_YOUR ASSIGNMENT:_ Where does the word "after" appear in the entries below? Copy each line that holds it.

_ENTRIES SUPPLIED:_
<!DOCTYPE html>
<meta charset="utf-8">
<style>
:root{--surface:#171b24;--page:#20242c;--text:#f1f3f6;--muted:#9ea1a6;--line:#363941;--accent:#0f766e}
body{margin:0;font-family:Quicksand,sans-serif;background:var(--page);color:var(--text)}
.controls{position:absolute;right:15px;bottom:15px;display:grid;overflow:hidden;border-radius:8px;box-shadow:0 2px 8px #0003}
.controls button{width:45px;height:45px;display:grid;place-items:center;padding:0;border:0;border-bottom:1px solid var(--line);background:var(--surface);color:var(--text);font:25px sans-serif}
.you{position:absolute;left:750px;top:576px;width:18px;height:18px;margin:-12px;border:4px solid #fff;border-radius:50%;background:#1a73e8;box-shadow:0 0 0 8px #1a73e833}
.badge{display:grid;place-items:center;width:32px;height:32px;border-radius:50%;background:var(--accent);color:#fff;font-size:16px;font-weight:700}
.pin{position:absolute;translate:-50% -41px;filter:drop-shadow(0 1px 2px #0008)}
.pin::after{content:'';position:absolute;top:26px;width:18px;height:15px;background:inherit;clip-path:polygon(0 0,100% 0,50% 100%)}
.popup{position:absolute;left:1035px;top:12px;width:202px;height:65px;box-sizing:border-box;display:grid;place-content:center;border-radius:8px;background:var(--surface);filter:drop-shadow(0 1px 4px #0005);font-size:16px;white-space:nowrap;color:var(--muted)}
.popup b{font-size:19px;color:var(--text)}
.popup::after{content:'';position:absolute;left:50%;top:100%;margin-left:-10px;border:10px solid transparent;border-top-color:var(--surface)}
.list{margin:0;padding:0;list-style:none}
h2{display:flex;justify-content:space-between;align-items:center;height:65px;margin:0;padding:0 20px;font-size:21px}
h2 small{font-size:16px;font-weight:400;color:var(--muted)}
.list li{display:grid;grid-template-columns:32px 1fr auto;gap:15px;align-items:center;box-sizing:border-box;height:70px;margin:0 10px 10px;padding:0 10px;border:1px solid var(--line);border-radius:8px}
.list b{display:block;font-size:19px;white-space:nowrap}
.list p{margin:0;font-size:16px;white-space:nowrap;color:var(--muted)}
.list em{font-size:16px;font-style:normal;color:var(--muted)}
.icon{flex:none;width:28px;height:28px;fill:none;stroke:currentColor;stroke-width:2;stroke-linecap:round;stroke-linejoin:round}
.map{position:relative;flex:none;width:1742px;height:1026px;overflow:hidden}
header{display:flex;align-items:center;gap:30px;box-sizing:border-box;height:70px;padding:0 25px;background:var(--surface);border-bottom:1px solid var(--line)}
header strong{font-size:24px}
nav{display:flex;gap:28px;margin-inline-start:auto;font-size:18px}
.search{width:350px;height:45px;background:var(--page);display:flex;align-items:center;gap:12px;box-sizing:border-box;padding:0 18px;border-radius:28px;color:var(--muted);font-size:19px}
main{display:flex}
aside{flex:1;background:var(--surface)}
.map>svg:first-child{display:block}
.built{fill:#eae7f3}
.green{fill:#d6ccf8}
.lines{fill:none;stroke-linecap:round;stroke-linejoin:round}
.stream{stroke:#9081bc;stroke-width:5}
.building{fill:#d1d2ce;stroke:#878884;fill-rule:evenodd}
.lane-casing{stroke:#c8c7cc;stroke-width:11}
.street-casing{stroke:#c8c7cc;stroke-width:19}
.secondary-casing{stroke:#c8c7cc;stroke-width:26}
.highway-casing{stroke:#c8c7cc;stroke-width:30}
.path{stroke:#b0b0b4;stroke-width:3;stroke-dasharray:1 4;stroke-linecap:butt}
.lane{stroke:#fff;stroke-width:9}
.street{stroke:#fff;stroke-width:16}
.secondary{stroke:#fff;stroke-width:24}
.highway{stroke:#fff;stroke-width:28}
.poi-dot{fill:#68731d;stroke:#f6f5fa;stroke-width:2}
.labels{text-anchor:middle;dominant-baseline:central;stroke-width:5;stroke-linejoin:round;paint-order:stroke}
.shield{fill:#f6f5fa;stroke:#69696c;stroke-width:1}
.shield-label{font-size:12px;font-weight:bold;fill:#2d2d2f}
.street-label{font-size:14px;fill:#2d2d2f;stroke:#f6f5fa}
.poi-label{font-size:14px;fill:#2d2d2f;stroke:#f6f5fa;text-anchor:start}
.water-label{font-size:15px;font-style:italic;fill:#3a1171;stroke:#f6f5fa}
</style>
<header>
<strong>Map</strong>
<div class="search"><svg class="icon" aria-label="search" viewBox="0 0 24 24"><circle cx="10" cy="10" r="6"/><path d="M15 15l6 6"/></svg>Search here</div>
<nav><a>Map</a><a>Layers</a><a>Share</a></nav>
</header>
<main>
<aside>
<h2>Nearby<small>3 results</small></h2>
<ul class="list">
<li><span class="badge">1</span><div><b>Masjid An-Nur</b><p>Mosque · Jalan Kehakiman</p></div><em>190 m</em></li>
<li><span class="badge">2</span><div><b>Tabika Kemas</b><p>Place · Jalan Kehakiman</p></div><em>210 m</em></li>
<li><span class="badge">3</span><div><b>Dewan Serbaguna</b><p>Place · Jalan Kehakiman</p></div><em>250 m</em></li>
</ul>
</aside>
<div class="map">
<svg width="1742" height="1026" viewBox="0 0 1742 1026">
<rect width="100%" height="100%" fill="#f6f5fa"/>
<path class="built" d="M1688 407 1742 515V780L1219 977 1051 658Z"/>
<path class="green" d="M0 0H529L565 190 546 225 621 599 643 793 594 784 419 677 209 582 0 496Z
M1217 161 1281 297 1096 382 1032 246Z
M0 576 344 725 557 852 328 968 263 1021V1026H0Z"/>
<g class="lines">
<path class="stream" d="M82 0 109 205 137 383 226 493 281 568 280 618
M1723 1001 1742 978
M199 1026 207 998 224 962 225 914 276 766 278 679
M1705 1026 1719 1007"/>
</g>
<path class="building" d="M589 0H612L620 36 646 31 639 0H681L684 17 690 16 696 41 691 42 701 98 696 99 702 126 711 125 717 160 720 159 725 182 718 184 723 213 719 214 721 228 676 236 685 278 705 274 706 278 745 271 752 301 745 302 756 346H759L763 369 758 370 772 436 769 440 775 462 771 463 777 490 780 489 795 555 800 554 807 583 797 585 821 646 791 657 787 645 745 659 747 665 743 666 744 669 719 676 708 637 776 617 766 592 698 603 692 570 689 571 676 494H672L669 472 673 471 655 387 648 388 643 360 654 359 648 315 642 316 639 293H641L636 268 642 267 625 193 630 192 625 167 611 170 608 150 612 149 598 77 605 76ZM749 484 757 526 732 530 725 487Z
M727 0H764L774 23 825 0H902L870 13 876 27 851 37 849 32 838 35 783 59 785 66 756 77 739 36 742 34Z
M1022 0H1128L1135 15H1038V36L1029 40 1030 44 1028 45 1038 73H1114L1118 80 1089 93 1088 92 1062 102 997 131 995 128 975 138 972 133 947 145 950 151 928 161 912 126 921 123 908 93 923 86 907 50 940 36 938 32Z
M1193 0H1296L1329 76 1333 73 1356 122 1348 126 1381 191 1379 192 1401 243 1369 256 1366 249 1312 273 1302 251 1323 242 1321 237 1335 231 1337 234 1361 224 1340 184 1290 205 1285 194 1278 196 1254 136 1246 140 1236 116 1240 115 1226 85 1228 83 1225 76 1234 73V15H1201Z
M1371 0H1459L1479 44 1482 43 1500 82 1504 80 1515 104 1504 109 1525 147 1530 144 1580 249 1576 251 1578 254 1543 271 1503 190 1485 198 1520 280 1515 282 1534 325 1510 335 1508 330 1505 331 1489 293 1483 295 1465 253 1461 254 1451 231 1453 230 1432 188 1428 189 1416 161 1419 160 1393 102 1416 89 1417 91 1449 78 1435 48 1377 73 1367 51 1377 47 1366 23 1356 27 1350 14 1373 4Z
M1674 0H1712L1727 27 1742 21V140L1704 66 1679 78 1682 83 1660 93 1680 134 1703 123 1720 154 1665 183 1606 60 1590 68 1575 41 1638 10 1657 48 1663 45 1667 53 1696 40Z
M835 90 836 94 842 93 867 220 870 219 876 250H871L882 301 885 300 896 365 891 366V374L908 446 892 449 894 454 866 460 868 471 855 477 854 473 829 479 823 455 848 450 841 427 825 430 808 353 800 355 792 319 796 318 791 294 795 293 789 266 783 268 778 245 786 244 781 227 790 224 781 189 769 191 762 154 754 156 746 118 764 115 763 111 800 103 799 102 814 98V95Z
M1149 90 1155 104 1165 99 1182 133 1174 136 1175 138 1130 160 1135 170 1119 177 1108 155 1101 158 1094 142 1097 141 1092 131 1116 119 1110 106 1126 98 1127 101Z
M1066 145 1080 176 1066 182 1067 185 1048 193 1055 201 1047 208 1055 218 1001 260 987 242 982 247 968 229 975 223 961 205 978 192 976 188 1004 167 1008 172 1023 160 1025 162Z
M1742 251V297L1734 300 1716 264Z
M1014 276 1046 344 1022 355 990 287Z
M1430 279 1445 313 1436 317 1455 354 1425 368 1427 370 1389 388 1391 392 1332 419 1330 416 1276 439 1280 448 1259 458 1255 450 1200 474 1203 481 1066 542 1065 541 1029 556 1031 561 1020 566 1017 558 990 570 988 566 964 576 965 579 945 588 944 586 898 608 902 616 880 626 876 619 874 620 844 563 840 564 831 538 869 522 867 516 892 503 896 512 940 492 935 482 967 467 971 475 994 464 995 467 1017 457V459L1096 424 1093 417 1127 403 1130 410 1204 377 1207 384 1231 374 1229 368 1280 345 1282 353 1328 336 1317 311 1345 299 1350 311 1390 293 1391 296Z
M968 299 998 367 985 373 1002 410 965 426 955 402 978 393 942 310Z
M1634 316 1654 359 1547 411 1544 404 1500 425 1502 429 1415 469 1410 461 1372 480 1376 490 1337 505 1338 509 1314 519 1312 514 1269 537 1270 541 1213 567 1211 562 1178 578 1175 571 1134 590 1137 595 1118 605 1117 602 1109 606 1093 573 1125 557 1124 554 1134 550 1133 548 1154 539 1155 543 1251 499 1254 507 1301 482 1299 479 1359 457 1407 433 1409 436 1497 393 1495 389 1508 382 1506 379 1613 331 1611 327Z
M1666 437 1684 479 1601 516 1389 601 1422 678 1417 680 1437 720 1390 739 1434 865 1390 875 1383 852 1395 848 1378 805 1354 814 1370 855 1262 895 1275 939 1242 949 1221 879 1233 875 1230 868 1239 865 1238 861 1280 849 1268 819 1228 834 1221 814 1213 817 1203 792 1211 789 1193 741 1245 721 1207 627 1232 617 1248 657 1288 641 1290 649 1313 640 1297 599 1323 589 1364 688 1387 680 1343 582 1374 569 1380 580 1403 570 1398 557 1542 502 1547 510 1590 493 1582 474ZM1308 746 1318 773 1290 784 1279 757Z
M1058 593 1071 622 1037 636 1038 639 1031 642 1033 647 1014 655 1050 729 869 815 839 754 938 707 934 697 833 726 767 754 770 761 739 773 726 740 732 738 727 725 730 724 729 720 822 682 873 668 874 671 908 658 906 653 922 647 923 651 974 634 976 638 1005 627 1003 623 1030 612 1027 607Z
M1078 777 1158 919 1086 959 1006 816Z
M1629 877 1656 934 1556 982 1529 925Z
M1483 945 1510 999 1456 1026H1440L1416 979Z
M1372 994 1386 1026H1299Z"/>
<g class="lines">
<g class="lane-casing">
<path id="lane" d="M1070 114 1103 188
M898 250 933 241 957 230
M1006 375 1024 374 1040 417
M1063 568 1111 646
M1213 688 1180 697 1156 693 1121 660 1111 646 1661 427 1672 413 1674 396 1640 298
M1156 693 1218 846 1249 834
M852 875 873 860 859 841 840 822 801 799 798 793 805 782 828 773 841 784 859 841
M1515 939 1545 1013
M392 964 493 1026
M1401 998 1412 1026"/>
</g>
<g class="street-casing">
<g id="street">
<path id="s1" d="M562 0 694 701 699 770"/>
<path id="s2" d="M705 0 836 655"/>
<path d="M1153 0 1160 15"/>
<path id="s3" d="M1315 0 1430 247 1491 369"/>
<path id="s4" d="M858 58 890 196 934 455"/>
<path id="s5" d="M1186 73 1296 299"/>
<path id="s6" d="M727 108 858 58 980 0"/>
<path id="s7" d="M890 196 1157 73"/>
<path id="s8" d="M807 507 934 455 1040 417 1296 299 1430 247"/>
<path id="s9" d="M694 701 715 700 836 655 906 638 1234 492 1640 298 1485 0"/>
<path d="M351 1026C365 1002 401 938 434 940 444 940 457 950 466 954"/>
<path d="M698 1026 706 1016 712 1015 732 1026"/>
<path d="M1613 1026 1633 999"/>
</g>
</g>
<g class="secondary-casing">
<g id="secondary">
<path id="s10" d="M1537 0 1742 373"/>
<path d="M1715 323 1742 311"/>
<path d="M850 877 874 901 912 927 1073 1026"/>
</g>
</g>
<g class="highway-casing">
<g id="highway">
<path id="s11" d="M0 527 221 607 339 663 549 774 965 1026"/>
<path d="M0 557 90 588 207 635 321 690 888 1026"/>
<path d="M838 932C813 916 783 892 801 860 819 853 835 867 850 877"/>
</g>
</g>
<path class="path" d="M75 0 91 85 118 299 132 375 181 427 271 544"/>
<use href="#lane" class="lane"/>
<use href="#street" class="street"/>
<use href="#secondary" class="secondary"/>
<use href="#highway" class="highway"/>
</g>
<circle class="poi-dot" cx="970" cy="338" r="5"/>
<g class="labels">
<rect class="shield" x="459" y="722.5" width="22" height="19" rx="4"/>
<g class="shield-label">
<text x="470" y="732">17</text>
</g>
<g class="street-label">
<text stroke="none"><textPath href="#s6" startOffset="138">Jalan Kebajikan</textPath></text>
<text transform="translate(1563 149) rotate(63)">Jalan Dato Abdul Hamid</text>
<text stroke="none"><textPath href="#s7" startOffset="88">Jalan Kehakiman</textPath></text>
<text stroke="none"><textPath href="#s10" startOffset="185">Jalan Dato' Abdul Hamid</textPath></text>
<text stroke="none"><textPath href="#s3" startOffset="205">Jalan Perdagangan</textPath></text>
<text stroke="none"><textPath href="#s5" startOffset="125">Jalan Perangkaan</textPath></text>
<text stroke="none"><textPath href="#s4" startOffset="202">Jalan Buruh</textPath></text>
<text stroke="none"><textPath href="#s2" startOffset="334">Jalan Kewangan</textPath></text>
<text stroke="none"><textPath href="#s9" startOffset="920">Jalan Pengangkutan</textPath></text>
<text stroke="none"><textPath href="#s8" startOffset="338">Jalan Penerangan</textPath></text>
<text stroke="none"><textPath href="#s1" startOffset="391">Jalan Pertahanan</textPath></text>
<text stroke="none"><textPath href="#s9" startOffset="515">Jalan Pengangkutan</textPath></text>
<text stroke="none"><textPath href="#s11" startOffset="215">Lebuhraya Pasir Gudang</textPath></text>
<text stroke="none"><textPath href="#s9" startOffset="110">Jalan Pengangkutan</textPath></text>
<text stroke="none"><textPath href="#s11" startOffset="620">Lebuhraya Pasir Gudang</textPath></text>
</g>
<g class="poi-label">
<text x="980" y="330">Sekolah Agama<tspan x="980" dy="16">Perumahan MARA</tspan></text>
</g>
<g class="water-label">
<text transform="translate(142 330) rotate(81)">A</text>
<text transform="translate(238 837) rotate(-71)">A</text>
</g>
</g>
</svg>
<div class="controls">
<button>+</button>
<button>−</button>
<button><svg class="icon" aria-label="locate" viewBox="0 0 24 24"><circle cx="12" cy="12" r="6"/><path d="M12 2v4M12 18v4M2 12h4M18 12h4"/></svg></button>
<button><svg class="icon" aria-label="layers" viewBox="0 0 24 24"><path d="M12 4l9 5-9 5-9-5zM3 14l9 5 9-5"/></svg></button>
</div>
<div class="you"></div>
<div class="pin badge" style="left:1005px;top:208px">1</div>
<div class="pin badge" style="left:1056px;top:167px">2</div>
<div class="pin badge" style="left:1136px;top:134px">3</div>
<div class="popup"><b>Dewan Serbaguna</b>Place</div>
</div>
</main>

_SOLUTION TO THE PROBLEM:_
.pin::after{content:'';position:absolute;top:26px;width:18px;height:15px;background:inherit;clip-path:polygon(0 0,100% 0,50% 100%)}
.popup::after{content:'';position:absolute;left:50%;top:100%;margin-left:-10px;border:10px solid transparent;border-top-color:var(--surface)}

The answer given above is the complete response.